# Good walleye book?



## brodg (Sep 6, 2010)

Hi guys, looking to start walleye fishing next year on an inland lake from a small boat. Anyone have any recommendations for a good book on walleye fishing?

Thanks


----------



## Buckeye Ron (Feb 3, 2005)

brodg,

Wallleye Wisdom, by Al Linder, Dave Csanda, Tony Dean, Ron Linder, Bob Ripley & Doug Stange is a good book. It is found in the In-Fisherman series.
Lot of information on the eye.

Ron


----------



## brodg (Sep 6, 2010)

Thanks Ron, appreciate it.


----------



## catchin_eyes (Mar 20, 2010)

i like the first walleye critical concepts book by in-fisherman

Outdoor Hub mobile, the outdoor information engine


----------



## Skippy (Dec 2, 2009)

Been fishing for walleyes for years and just got into the saugeyes the last 4 years. Through out thoes years I have bought quite a few books on walleye fishing. That being said,,. The best 2 books I have ever read were Lunkers love nightcrawlers and Buck Perry's book on spoonpluging. Maybe not 100 percent walleye fishing but the information will serve you well.

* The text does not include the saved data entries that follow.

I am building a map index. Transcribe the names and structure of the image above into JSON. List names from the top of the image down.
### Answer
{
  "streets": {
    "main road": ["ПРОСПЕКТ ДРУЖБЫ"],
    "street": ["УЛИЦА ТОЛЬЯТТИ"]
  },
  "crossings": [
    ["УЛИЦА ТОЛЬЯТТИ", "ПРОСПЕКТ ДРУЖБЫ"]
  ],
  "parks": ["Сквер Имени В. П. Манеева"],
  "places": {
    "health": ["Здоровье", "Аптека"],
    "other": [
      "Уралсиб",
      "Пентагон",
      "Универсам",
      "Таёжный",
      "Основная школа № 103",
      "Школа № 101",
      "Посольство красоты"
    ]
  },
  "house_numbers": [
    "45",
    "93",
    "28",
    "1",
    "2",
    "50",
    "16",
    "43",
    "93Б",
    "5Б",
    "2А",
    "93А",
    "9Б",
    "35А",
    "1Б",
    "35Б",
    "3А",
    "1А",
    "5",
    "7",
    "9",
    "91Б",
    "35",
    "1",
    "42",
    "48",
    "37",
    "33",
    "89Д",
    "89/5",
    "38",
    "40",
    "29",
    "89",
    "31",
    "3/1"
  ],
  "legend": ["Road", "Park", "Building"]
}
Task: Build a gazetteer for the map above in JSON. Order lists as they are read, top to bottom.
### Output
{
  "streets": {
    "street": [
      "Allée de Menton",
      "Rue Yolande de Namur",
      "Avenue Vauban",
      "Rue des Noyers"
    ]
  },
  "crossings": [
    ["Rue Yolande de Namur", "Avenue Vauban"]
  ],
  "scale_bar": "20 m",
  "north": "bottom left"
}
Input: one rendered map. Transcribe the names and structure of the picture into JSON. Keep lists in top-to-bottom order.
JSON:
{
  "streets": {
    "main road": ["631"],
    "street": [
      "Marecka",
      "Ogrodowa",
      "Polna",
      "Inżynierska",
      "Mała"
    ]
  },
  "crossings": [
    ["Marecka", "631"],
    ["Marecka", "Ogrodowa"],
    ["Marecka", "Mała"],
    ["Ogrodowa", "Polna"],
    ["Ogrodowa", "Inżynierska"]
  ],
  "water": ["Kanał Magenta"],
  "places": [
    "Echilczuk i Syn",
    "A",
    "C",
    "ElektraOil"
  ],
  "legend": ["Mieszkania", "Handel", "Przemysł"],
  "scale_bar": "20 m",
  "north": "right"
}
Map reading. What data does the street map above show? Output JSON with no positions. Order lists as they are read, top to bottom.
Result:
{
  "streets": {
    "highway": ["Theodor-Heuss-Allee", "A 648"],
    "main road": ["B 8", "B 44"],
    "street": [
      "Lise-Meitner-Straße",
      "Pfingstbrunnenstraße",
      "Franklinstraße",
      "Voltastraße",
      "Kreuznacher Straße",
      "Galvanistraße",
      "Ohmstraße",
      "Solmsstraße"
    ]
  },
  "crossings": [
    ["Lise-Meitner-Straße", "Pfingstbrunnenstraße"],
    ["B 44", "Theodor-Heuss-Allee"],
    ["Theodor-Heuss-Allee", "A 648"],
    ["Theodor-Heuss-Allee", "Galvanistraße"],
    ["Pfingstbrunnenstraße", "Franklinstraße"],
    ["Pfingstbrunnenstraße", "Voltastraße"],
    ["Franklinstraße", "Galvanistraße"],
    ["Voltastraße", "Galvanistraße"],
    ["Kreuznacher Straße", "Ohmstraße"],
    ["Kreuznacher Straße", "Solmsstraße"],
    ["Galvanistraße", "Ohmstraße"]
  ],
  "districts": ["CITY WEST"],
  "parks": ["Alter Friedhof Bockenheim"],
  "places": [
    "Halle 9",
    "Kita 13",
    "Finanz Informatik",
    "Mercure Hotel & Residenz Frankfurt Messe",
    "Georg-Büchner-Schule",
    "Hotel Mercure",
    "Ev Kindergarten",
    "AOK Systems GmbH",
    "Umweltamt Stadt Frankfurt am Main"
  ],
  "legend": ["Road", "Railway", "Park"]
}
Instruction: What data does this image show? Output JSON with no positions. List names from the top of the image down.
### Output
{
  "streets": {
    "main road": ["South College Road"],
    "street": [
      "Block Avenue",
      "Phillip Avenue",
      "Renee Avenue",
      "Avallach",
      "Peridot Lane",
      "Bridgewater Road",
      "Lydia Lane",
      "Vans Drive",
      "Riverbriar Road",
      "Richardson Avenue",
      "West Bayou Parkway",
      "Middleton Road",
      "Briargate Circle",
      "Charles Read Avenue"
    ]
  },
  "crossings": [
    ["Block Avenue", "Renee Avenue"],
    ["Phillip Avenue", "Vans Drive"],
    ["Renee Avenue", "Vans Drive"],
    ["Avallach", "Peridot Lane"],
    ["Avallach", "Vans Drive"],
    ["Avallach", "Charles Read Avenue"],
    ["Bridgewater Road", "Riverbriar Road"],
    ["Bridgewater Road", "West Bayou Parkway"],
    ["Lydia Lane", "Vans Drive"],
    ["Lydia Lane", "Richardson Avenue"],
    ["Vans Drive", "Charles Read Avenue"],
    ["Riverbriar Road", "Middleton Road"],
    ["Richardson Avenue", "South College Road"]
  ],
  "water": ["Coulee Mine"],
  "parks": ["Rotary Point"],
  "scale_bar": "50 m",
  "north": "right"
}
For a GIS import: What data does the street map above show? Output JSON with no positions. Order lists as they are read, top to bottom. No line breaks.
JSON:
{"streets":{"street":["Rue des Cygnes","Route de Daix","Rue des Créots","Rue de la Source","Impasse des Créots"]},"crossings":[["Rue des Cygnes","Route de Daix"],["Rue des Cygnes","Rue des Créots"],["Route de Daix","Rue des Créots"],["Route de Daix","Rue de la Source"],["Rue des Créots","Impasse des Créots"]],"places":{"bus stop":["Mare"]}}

One other place thaat won't cost you a cent is google walleye and saugeye discussions. Click on the OGF link. It will bring up over 400 posts from back starting in 2004 till now dealing with just eye fishing right here in Ohio.
Hope this helps.


----------



## Saugeyefisher (Jul 19, 2010)

Skippy said:


> Been fishing for walleyes for years and just got into the saugeyes the last 4 years. Through out thoes years I have bought quite a few books on walleye fishing. That being said,,. The best 2 books I have ever read were Lunkers love nightcrawlers and Buck Perry's book on spoonpluging. Maybe not 100 percent walleye fishing but the information will serve you well.
> 
> One other place thaat won't cost you a cent is google walleye and saugeye discussions. Click on the OGF link. It will bring up over 400 posts from back starting in 2004 till now dealing with just eye fishing right here in Ohio.
> Hope this helps.


Yea when I get board and am sitting at the house Ill get on ogf and just start searching old threads. I search different ways Like key word=saugeye,or stickbait ect.ect..... Or I will go back and read all posts by certain members, endless amounts of info.. And you would be suprise how much info guys gave back in the day, all the way down to specific lakes and all the good stuff...


----------



## Snakecharmer (Apr 9, 2008)

Walleye Patterns by Babe Winkelman
Complete Guide to Walleye Fishing by Art Moraski
Sam Grilli's Complete Guide to Lake Erie Walleye

These are oldies but goodies I have in my fishing book collection


----------